This is my submission to Karin Jurick's Different Strokes From Different Folks (DSFDF) Week 32 - 34 Challenge, Madison Ave, New York City. Karin periodically (usually every two weeks) posts one of her photographs on the DSFDF blog and artists are invited to make their art from the photo.

There are a couple of things I would like to "adjust". Maybe I'll do it - maybe not. :-)

5/15/2009 - Made a few "adjustments". I'll sign it and call it "DONE"

Wednesday, May 13, 2009

Walking Point 1966 Vietnam - No. 2

Walking Point 1966 Vietnam - No. 2 7x15 Oil on Masonite.

I used more color in this version and didn't let as much of the tinted Masonite show through.The darkest darks are Torrit Grey with some green mixed in. Then a WHOLE LOTTA green! There's some reds and oranges in there as well, although not very much.

It's funny (to me) how different a painting looks after it's been posted. Even after "tinkering" with it with photo editing software. Long story short, I see some things that I'll touch up after a while.

Right now, I'm going to get something cool to drink and go sit on our back yard deck. The "something cool to drink" will be a cocktail of Crystal Light Lemonade & Fresca. Whoooo doggies!

Tuesday, May 12, 2009

Walking Point 1966 Vietnam - No. 1

Walking Point 1966 Vietnam - No. 1 5 1/4 x 15 5/8 Oil on Masonite.

"Vietnam… A Marine walking point for his unit during Operation Macon, a marine moves slowly, cautious of enemy pitfalls…"
By an unknown photographer, 1966
National Archives, Records of the United States Marine Corps

In modern military parlance, to take point, walk point, be on point, or be a point man means to assume the first and most exposed position in a combat military formation, that is, the lead soldier/unit advancing through hostile or unsecured territory.

5/13/2009 - Updated the photo after "touching up" the painting here & there. I'll leave it for a while. It's probably as "finished" as it needs to be! :-)

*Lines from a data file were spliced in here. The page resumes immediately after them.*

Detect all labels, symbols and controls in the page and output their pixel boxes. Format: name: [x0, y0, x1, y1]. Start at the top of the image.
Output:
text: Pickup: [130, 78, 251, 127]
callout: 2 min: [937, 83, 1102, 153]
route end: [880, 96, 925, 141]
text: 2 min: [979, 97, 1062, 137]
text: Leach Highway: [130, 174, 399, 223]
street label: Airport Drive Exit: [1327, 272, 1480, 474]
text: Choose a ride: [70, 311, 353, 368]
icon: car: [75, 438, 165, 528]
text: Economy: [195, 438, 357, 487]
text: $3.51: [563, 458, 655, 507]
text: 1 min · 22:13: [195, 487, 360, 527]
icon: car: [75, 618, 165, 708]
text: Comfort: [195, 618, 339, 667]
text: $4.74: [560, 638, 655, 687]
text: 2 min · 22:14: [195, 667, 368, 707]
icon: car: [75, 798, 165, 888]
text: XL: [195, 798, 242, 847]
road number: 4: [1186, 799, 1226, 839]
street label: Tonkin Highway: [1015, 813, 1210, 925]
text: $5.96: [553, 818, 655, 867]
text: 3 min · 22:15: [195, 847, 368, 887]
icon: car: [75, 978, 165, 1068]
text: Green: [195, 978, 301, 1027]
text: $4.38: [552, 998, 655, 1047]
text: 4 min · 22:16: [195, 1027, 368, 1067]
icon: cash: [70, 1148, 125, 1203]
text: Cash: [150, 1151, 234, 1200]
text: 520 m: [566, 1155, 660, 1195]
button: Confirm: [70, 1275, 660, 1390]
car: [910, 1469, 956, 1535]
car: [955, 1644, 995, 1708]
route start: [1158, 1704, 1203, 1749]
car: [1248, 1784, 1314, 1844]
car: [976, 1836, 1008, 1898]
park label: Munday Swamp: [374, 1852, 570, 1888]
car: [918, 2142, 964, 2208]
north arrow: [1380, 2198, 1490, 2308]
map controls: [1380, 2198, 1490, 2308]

I was looking at photos in the National Archives, trying to find inspiration to make a painting when I came upon a 1966 photograph of a Marine "Walking Point". It struck a chord in me because some things happened to me this weekend and then yesterday.

Saturday I was at a neighbor's party for their daughter's first birthday and some of us "old folks" were talking. One of the ladies got nostalgic and remembered how much fun and happiness there was "in the sixties." I was a little surprised, I guess, because I was in the Air Force during the sixties and it wasn't particularly fun nor happy if you were in any of the branches of the military. It's all in your point of view, isn't it? Anyhowwwww . . . .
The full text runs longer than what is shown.